▶ _What you should do_
Exclude the pictures; give every entry again exactly as written.
☆ ☆ ☆ ☆
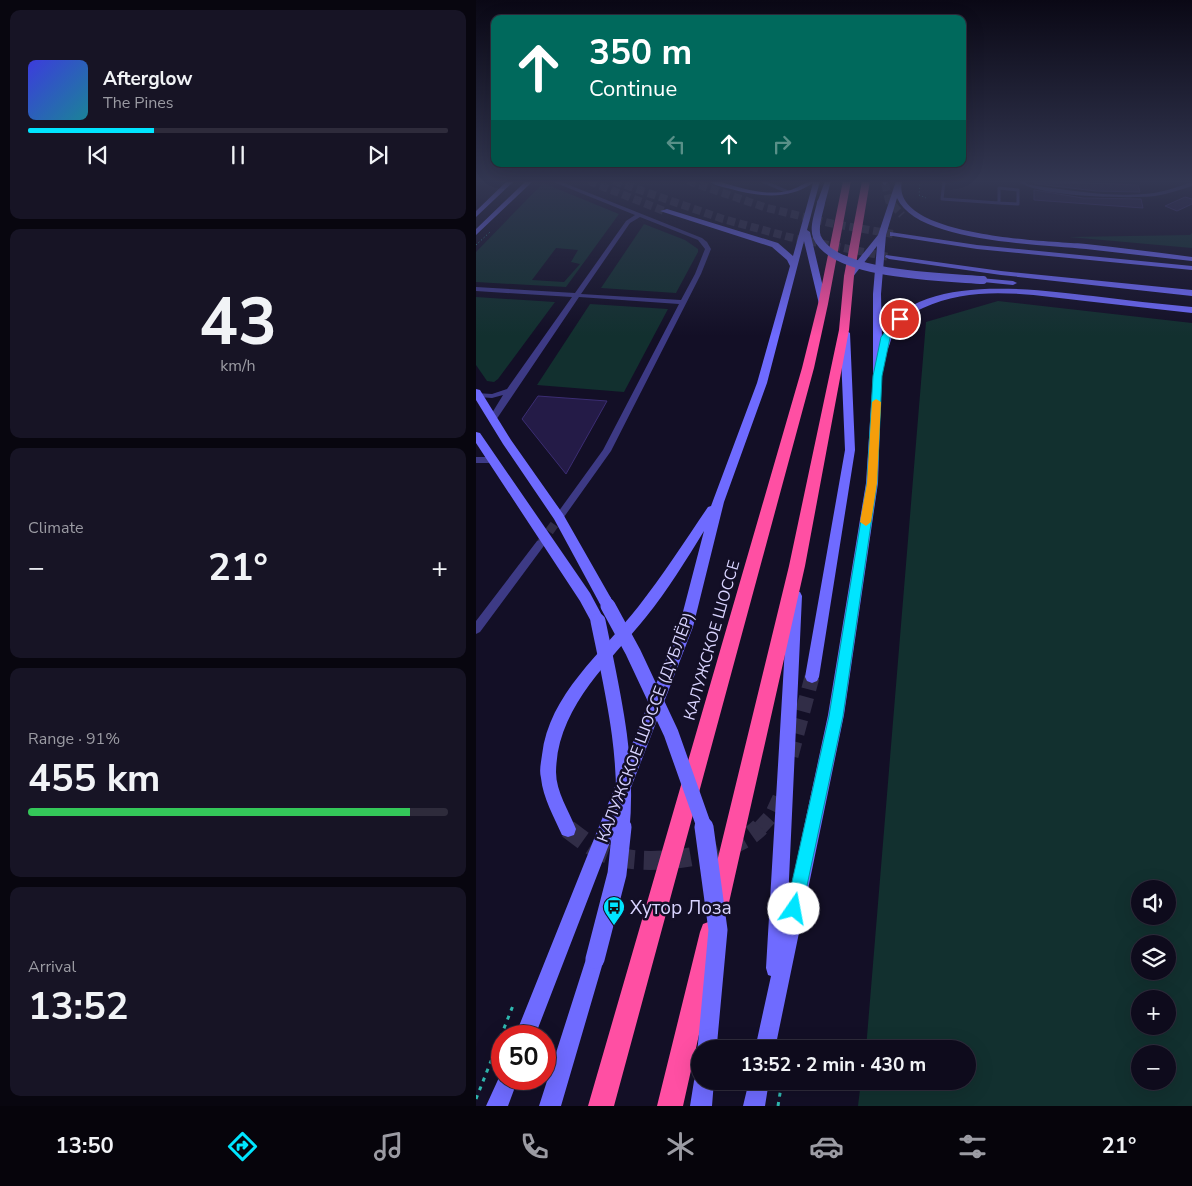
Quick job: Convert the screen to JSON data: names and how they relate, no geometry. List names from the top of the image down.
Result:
{
  "streets": {
    "highway": ["КАЛУЖСКОЕ ШОССЕ"],
    "main road": ["КАЛУЖСКОЕ ШОССЕ (ДУБЛЁР)"]
  },
  "places": {
    "bus stop": ["Хутор Лоза"]
  },
  "page": {
    "turn": ["350 m", "Continue"],
    "song": ["Afterglow", "The Pines"],
    "tile": [
      ["43", "km/h"],
      "Climate",
      ["Range · 91%", "455 km"],
      ["Arrival", "13:52"]
    ],
    "heat": ["−", "21°", "+"],
    "map_buttons": ["+", "−"],
    "limit": "50",
    "trip": "13:52 · 2 min · 430 m",
    "tabs": ["13:50", "21°"]
  }
}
☆ ☆ ☆ ☆
▶ _Result of the task_
Quick job: Convert the screen to JSON data: names and how they relate, no geometry. List names from the top of the image down.
Result:
{
  "streets": {
    "highway": ["КАЛУЖСКОЕ ШОССЕ"],
    "main road": ["КАЛУЖСКОЕ ШОССЕ (ДУБЛЁР)"]
  },
  "places": {
    "bus stop": ["Хутор Лоза"]
  },
  "page": {
    "turn": ["350 m", "Continue"],
    "song": ["Afterglow", "The Pines"],
    "tile": [
      ["43", "km/h"],
      "Climate",
      ["Range · 91%", "455 km"],
      ["Arrival", "13:52"]
    ],
    "heat": ["−", "21°", "+"],
    "map_buttons": ["+", "−"],
    "limit": "50",
    "trip": "13:52 · 2 min · 430 m",
    "tabs": ["13:50", "21°"]
  }
}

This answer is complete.